🤖 AI Summary
This study investigates the sources of digital fragmentation—characterized by frequent application switching—among knowledge workers and its relationship with generative AI usage. Leveraging 103 million seconds-level application logs from 1,017 employees across eight organizations, the authors employ longitudinal multilevel variance decomposition and time-series modeling to quantify the relative contributions of within-day fluctuations, individual differences, and organizational context. Results reveal that within-day dynamics account for 44.6% of fragmentation variance, surpassing individual (35.8%) and organizational (19.6%) factors. Notably, although generative AI is predominantly used on highly fragmented days, subsequent workflows become more focused, sustained, and predictable, challenging the prevailing assumption that AI exacerbates digital fragmentation.
📝 Abstract
Knowledge workers switch between applications thousands of times per day, spending nearly a tenth of the work year transitioning between digital applications in a process called digital fragmentation. Whether this fragmentation reflects who an employee is, where they work, or what kind of day they are having, has remained an open question. We analyzed 103 million application events recorded second-by-second from 1,017 employees across eight organizations that largely employ knowledge workers (e.g., law, financial services). Day-to-day variation in fragmentation within individual employees accounted for 44.6% of the variation in digital fragmentation, slightly exceeding stable individual differences between employees (35.8%), and far exceeding variation between organizations (19.6%).

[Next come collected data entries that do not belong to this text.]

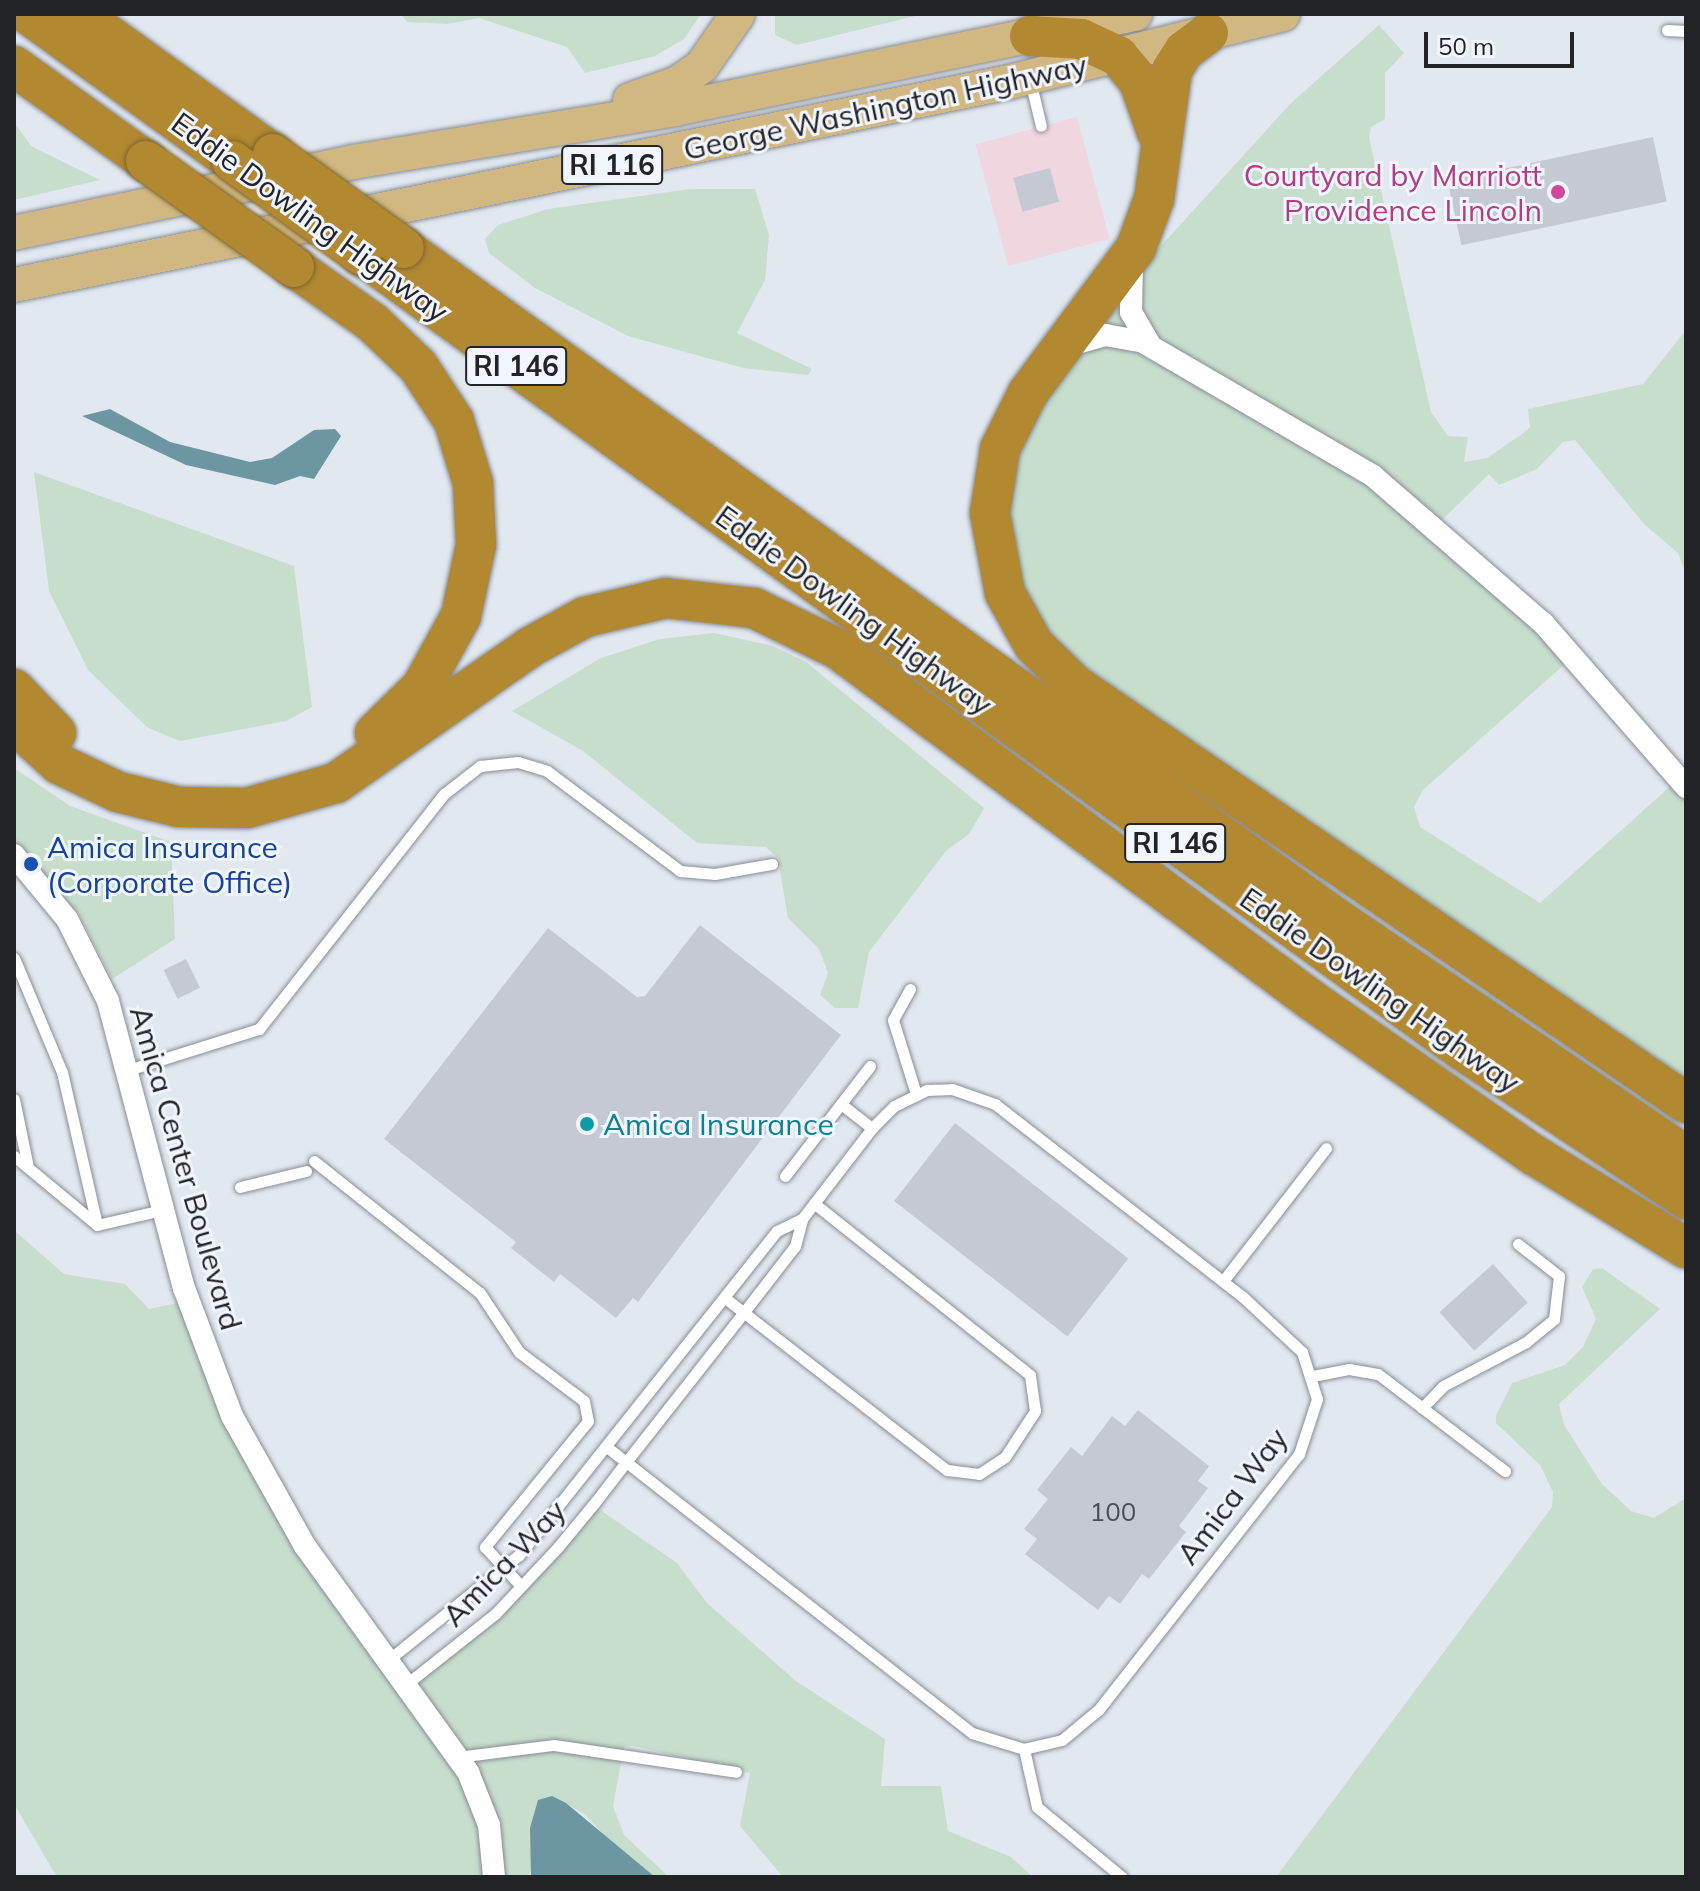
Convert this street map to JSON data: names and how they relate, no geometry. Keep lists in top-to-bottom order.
{
  "streets": {
    "highway": ["Eddie Dowling Highway", "RI 146"],
    "main road": ["George Washington Highway", "RI 116"],
    "street": ["Amica Center Boulevard"],
    "lane": ["Amica Way"]
  },
  "crossings": [
    ["Amica Center Boulevard", "Amica Way"]
  ],
  "places": ["Courtyard by Marriott Providence Lincoln", "Amica Insurance (Corporate Office)", "Amica Insurance"],
  "house_numbers": ["100"],
  "scale_bar": "50 m"
}
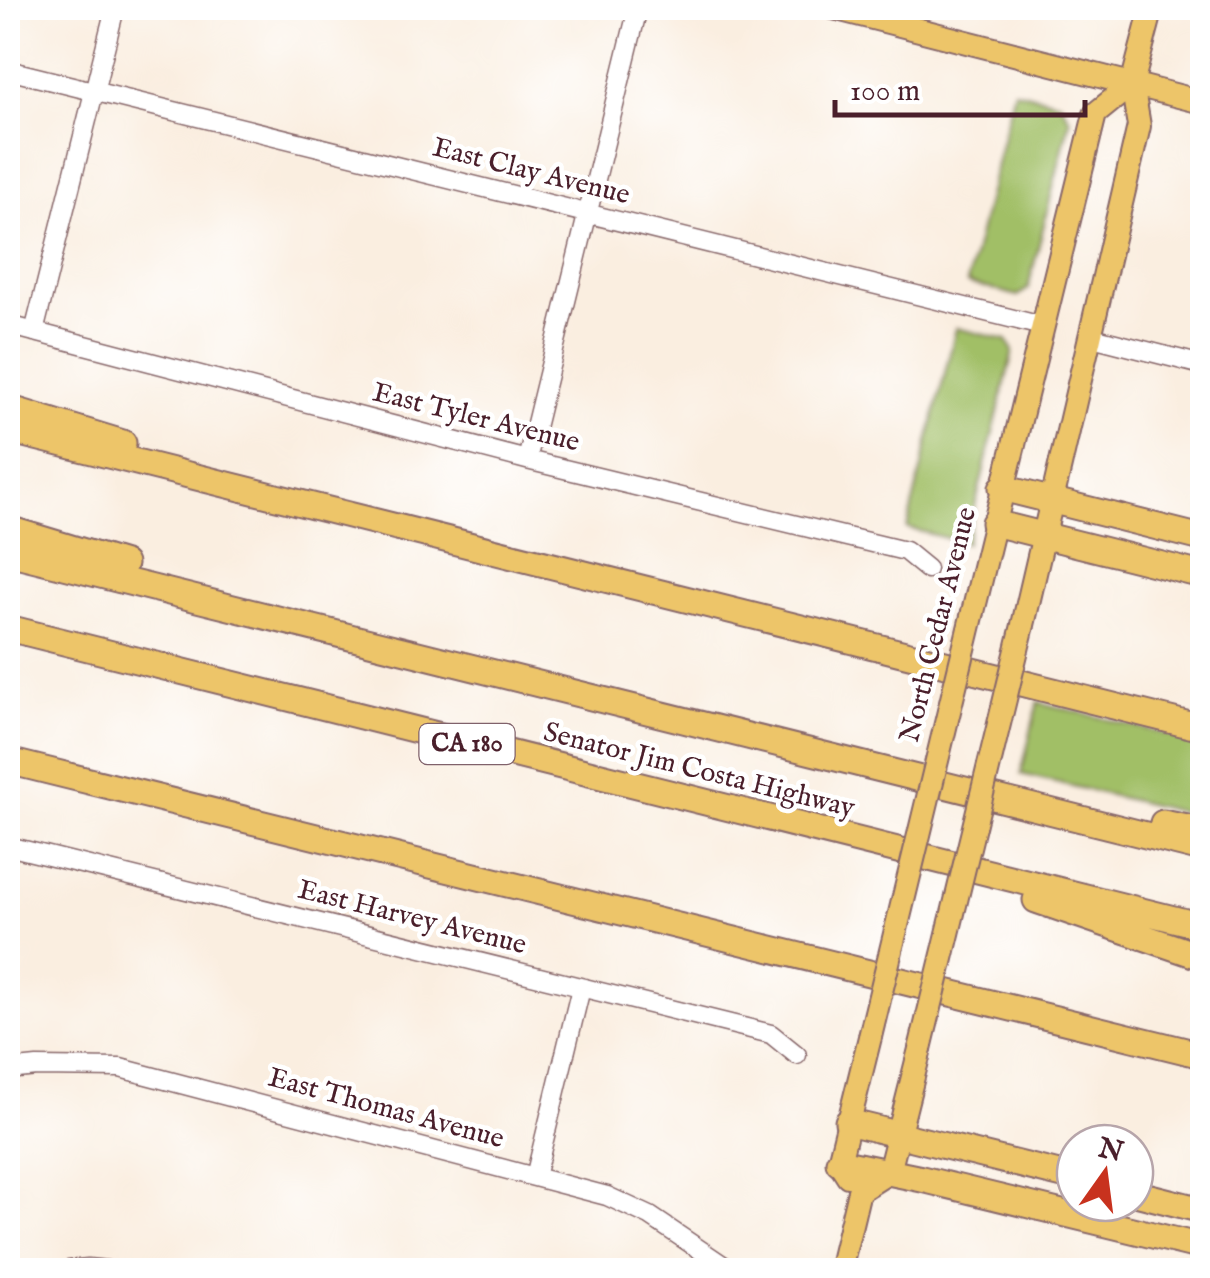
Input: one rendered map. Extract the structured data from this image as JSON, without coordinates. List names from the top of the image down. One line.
{"streets":{"highway":["CA 180","Senator Jim Costa Highway"],"main road":["North Cedar Avenue"],"street":["East Clay Avenue","East Tyler Avenue","East Harvey Avenue","East Thomas Avenue"]},"crossings":[["East Clay Avenue","North Cedar Avenue"]],"scale_bar":"100 m","north":"top"}
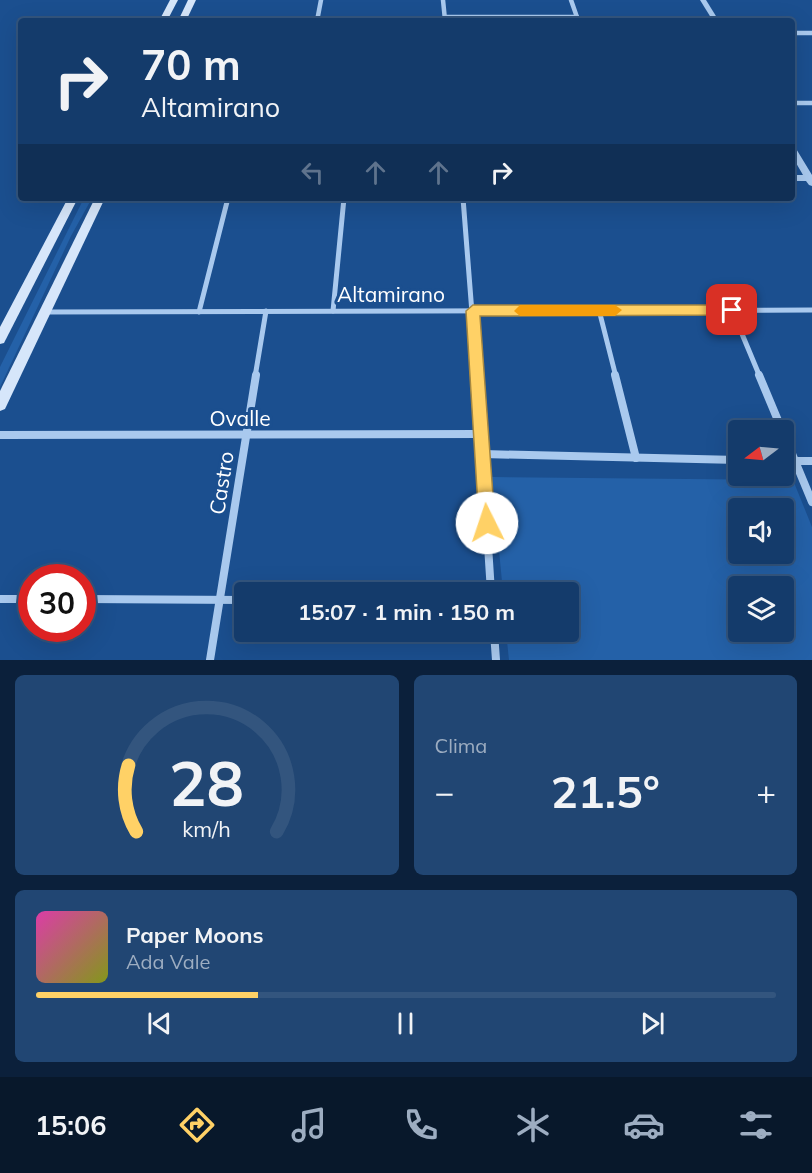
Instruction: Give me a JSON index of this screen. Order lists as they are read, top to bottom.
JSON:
{
  "streets": {
    "street": ["Altamirano", "Ovalle", "Castro"]
  },
  "crossings": [
    ["Altamirano", "Castro"],
    ["Ovalle", "Castro"]
  ],
  "north": "left",
  "page": {
    "turn": ["70 m", "Altamirano"],
    "limit": "30",
    "trip": "15:07 · 1 min · 150 m",
    "tile": "Clima",
    "heat": ["−", "21.5°", "+"],
    "song": ["Paper Moons", "Ada Vale"],
    "tabs": "15:06",
    "gauge": ["28", "km/h"]
  }
}
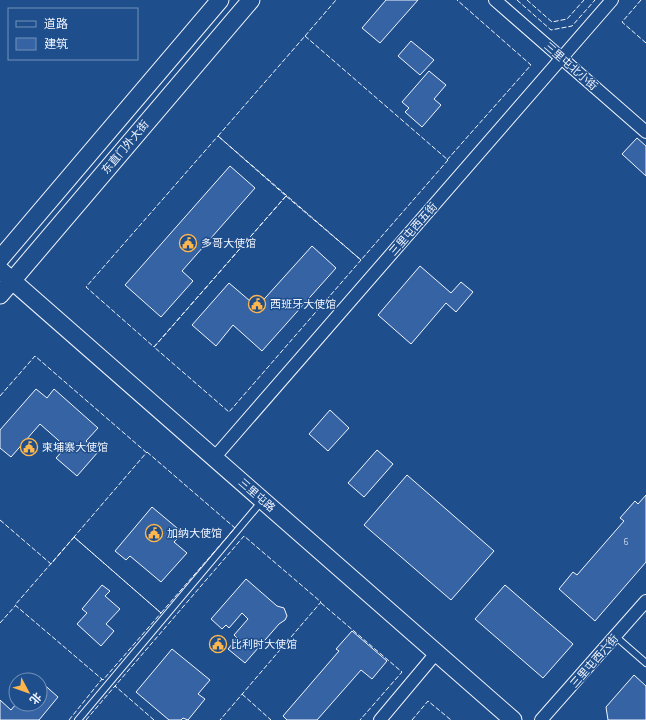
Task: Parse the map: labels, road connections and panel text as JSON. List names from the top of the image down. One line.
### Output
{"streets":{"main road":["东直门外大街","三里屯路"],"street":["三里屯北小街","三里屯西五街","三里屯西六街"]},"crossings":[["三里屯北小街","三里屯西五街"],["东直门外大街","三里屯路"],["三里屯西五街","三里屯路"]],"places":{"public building":["多哥大使馆","西班牙大使馆","柬埔寨大使馆","加纳大使馆","比利时大使馆"]},"house_numbers":["6"],"legend":["道路","建筑"],"north":"bottom right"}
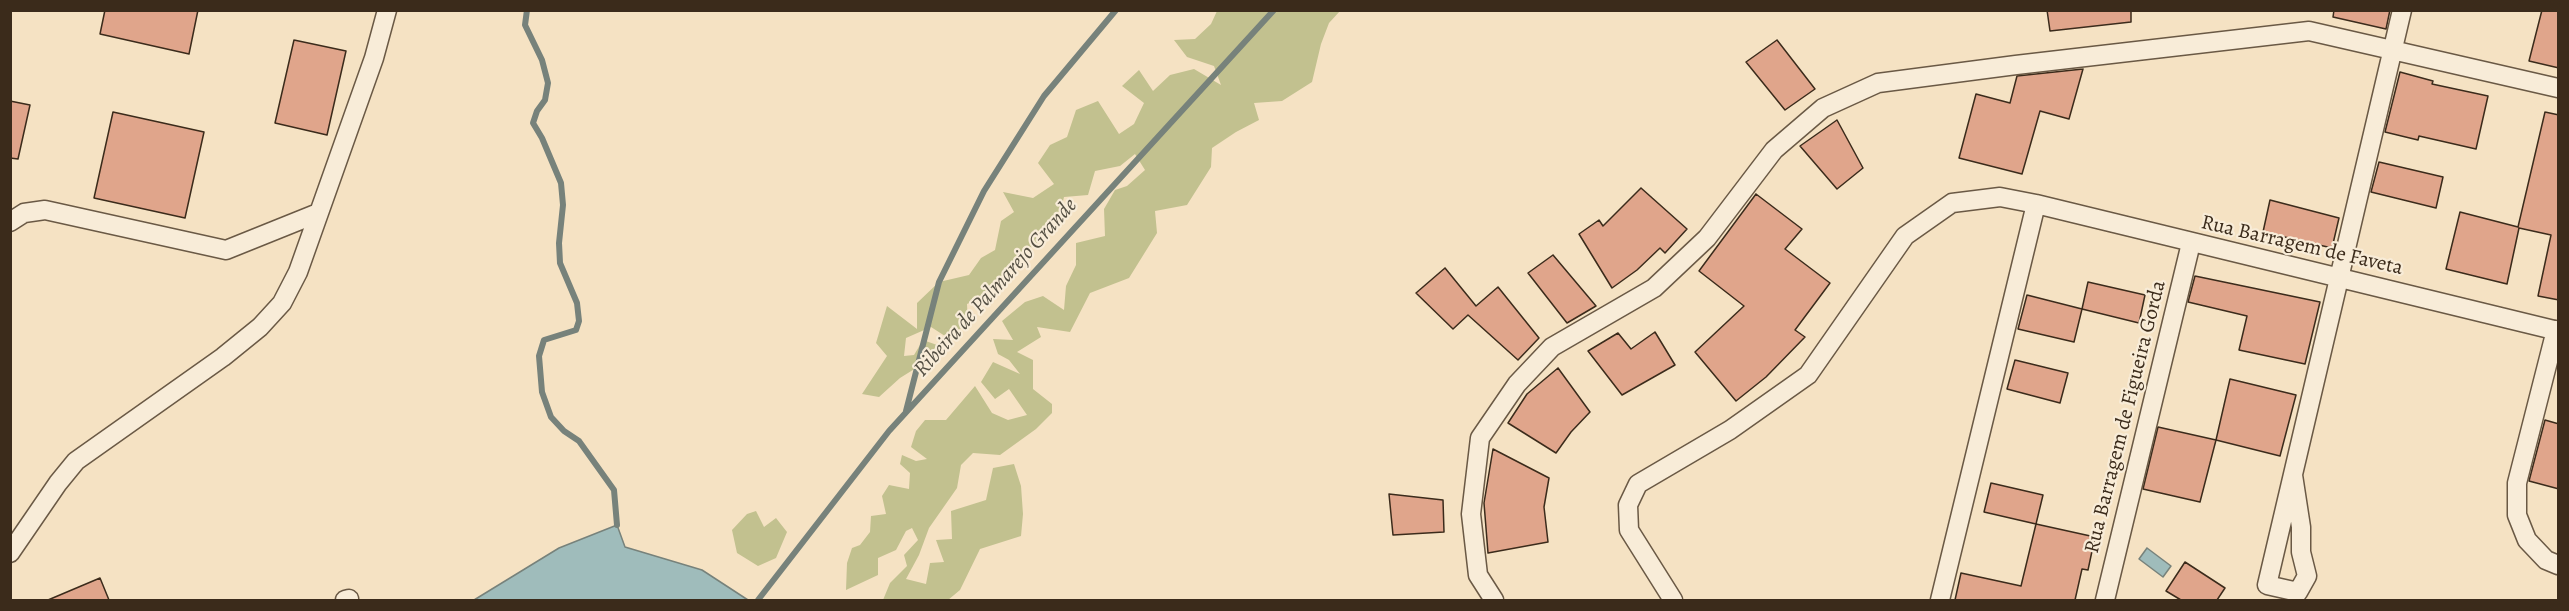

Fragmentation rose over the work week and reset after weekends and holidays. Higher-than-typical use of communication applications coincided with more fragmented work. Generative AI use also occurred on more fragmented days, but the period following AI use was marked by narrower, longer, and more predictable application use. These findings identify the workday as a key level for understanding and intervening on digital fragmentation and suggest that AI may help structure fragmented work rather than merely intensify it.